## Exercise objective
The answer must be every line below that holds the word "river".

Provided information: Begin

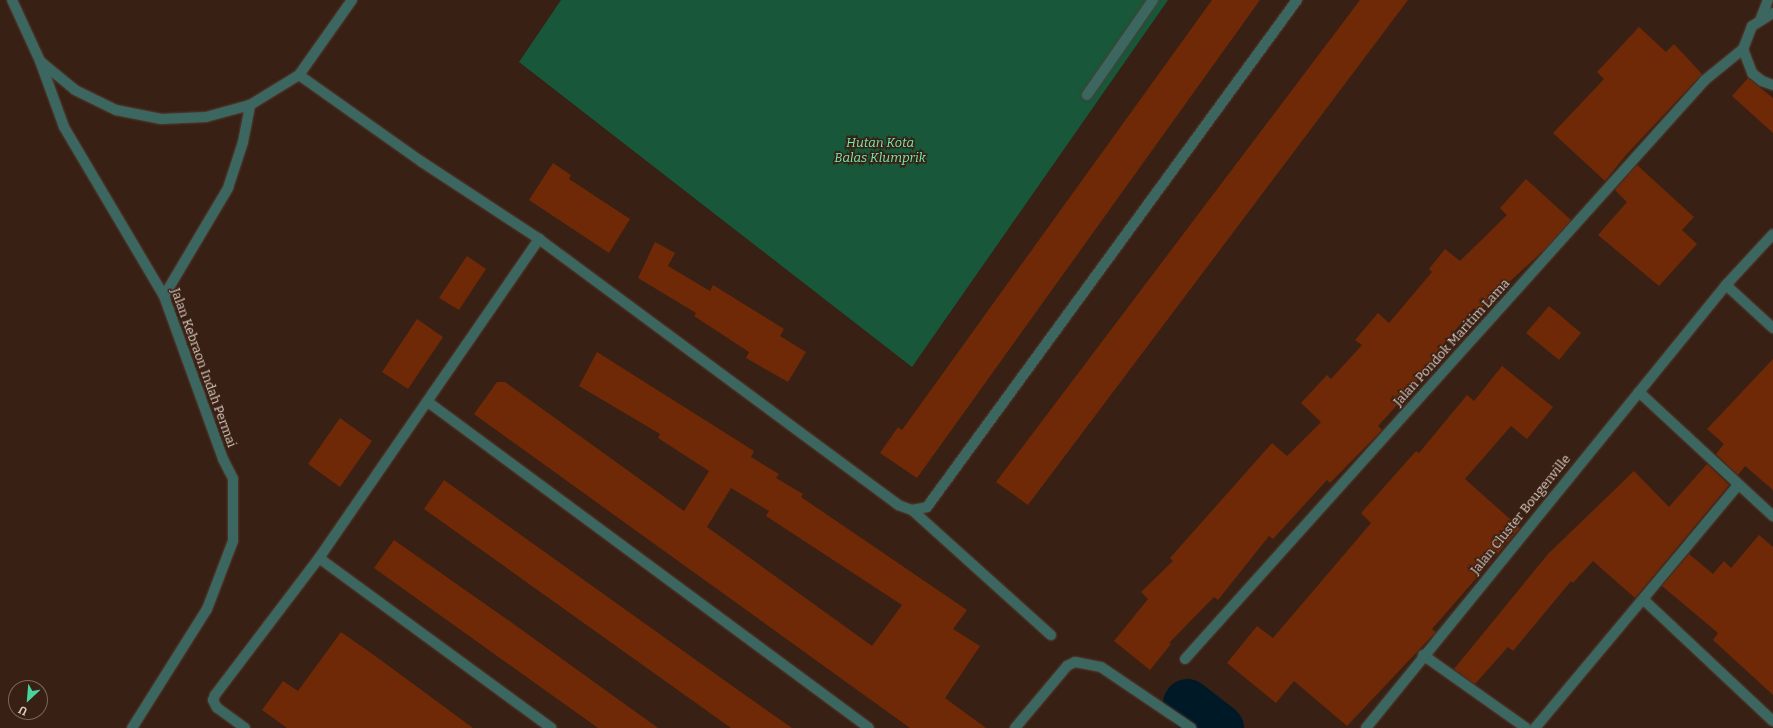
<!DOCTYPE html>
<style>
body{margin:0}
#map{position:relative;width:1773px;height:728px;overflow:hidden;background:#382014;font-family:Bitter,serif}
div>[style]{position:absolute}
.green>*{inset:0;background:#185739}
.river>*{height:49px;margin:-24.5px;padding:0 24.5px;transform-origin:24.5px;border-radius:24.5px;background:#001927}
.building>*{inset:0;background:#6f2906}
.roads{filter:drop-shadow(0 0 1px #533c31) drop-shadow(0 0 1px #533c31)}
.lane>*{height:10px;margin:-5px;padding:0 5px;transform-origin:5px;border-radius:5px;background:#3c6760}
.street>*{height:10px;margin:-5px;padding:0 5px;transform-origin:5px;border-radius:5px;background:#3c6760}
span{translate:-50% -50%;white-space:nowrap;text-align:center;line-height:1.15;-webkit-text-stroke:3px #382014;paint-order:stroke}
.park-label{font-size:13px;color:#76ebae;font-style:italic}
.street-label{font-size:13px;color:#dfcfc7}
.north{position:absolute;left:8px;top:680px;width:40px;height:40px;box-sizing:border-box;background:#382014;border:1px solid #7b665c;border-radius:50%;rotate:206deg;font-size:11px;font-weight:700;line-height:16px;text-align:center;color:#dfcfc7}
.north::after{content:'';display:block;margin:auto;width:14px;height:18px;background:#48d49d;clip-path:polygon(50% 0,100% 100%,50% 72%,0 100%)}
</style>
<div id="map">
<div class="green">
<div style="clip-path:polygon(561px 0,1168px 0,912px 367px,519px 62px)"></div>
</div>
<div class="river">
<div style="left:1187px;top:703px;width:41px;rotate:38deg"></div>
</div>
<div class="building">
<div style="clip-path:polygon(1212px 0,1260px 0,917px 478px,880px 453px,898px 427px,902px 430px)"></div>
<div style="clip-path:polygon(1360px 0,1408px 0,1028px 505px,996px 482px)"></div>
<div style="clip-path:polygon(1639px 27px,1666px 52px,1674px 44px,1702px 74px,1626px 155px,1605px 181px,1553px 133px,1604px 79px,1597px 72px)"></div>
<div style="clip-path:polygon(1748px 78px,1773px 98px,1773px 133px,1732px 96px)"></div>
<div style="clip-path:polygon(553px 163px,571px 175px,569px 179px,630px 219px,609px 253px,529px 200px)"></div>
<div style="clip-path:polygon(1637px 165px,1694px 217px,1682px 230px,1697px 244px,1659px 286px,1598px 235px,1627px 202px,1615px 190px)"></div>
<div style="clip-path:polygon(1526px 179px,1571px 220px,1545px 249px,1478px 311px,1474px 308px,1431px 359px,1433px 360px,1408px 393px,1378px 426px,1382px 430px,1330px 483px,1327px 480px,1273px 539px,1269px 536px,1218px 600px,1214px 597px,1169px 643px,1171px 644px,1150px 670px,1114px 641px,1148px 599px,1141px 592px,1173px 561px,1170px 558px,1272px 443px,1287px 456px,1321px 422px,1301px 403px,1327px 375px,1331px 379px,1362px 345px,1355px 340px,1378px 313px,1389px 323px,1432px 272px,1429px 269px,1445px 249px,1460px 261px,1507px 215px,1500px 208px)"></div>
<div style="clip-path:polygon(655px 242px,675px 253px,668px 266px,710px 291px,713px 285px,784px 329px,780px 336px,806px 352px,788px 382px,746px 358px,749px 352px,694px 316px,696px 313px,638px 278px)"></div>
<div style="clip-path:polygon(467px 256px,486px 269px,459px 310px,439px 298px)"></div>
<div style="clip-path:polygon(1549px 306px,1581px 333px,1559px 360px,1526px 333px)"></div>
<div style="clip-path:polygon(417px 319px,443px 337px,408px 389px,382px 372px)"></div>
<div style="clip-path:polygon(evenodd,597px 352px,754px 451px,751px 457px,779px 474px,776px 478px,803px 494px,801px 497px,967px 610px,953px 629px,980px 646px,945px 698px,986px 728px,910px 728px,474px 414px,497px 382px,505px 382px,684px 511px,709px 471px,658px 438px,660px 434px,579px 386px,597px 352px,731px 488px,769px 511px,766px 516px,902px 605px,872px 646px,707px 527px,731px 488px)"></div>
<div style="clip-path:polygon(1773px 359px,1773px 490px,1745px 466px,1738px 475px,1716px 454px,1724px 444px,1707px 429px)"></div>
<div style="clip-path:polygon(1502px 366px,1553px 407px,1527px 439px,1511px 426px,1465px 479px,1520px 528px,1432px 629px,1436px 632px,1432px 636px,1347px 726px,1294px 681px,1276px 703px,1227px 663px,1257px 626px,1273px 638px,1371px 523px,1361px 513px,1416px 451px,1419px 453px,1467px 395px,1474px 401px)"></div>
<div style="clip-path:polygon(340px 418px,372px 441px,340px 487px,308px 464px)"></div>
<div style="clip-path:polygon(1707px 464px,1729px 485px,1635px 598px,1593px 561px,1573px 583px,1571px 581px,1513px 651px,1508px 647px,1475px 684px,1454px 669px,1548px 554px,1634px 471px,1669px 507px)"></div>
<div style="clip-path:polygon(444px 480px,745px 695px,792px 728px,731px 728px,424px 509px)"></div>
<div style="clip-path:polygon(1759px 535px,1773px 547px,1773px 695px,1713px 640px,1718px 633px,1662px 586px,1689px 554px,1713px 574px,1724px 561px,1731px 568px)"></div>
<div style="clip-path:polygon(394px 540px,515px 625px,658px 728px,598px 728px,374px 568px)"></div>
<div style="clip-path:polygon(341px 632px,378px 658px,473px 728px,287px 728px,262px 710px,283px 681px,298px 691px)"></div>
</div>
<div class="roads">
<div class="lane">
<div style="left:1087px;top:95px;width:116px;rotate:-55.2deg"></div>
</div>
<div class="street">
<div style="left:12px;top:0;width:67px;rotate:65.3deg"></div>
<div style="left:40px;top:61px;width:70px;rotate:70deg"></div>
<div style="left:64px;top:127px;width:196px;rotate:59.4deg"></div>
<div style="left:164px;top:296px;width:173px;rotate:70.1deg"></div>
<div style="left:223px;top:459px;width:22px;rotate:63deg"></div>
<div style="left:233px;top:479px;width:62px;rotate:90deg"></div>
<div style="left:233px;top:541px;width:73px;rotate:110.9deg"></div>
<div style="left:207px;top:609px;width:141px;rotate:122.2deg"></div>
<div style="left:1773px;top:13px;width:25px;rotate:148deg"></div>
<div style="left:1752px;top:26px;width:25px;rotate:111deg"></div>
<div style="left:1743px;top:49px;width:26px;rotate:69deg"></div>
<div style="left:1752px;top:73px;width:13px;rotate:39deg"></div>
<div style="left:1762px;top:81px;width:12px;rotate:20deg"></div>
<div style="left:1761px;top:18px;width:19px;rotate:-69deg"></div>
<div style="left:40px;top:61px;width:45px;rotate:39.6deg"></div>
<div style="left:75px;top:90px;width:46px;rotate:26deg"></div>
<div style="left:116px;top:110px;width:46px;rotate:11.3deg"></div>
<div style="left:161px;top:119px;width:45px;rotate:-2.5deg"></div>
<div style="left:206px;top:117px;width:46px;rotate:-15.3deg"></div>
<div style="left:250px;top:105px;width:57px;rotate:-31.5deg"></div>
<div style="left:299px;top:75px;width:92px;rotate:-54.8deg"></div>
<div style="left:299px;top:75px;width:151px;rotate:35.3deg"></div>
<div style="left:422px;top:162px;width:140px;rotate:33.3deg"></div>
<div style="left:539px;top:239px;width:447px;rotate:36.5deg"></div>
<div style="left:898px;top:505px;width:15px;rotate:20deg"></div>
<div style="left:912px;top:510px;width:15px;rotate:-11deg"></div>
<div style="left:927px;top:507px;width:628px;rotate:-53.88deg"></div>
<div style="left:1726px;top:285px;width:64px;rotate:42.5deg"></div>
<div style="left:164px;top:296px;width:126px;rotate:-59.3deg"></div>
<div style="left:228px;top:188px;width:48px;rotate:-71.9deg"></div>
<div style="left:243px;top:142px;width:38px;rotate:-79deg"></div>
<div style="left:1639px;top:392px;width:183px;rotate:42.8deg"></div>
<div style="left:428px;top:402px;width:548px;rotate:36.47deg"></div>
<div style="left:912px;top:510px;width:187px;rotate:42deg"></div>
<div style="left:319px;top:558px;width:288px;rotate:36.2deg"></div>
<div style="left:1644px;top:600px;width:177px;rotate:43.2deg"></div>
<div style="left:1423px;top:655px;width:126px;rotate:35.3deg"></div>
<div style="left:1185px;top:659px;width:778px;rotate:-48.07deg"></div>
<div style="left:1705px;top:80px;width:49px;rotate:-39.2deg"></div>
<div style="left:245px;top:728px;width:34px;rotate:-144deg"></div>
<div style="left:217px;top:708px;width:9px;rotate:-117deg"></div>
<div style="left:213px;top:700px;width:5px;rotate:-68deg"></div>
<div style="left:215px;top:695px;width:172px;rotate:-52.8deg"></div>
<div style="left:319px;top:558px;width:388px;rotate:-55.4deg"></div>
<div style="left:1015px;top:728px;width:81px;rotate:-50deg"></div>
<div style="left:1067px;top:666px;width:9px;rotate:-27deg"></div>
<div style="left:1075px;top:662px;width:26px;rotate:11deg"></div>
<div style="left:1101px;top:667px;width:109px;rotate:34.1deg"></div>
<div style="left:1366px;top:728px;width:571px;rotate:-50.9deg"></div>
<div style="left:1726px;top:285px;width:69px;rotate:-47.3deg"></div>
<div style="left:1535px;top:728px;width:317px;rotate:-50.1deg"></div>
</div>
</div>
<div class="park-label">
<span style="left:880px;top:151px">Hutan Kota<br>Balas Klumprik</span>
</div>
<div class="street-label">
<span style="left:1452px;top:343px;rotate:-48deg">Jalan Pondok Maritim Lama</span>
<span style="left:203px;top:368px;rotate:70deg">Jalan Kebraon Indah Permai</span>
<span style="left:1521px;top:515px;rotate:-51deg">Jalan Cluster Bougenville</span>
</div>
<div class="north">U</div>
</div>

Provided information: End

## Your solution
.river>*{height:49px;margin:-24.5px;padding:0 24.5px;transform-origin:24.5px;border-radius:24.5px;background:#001927}
<div class="river">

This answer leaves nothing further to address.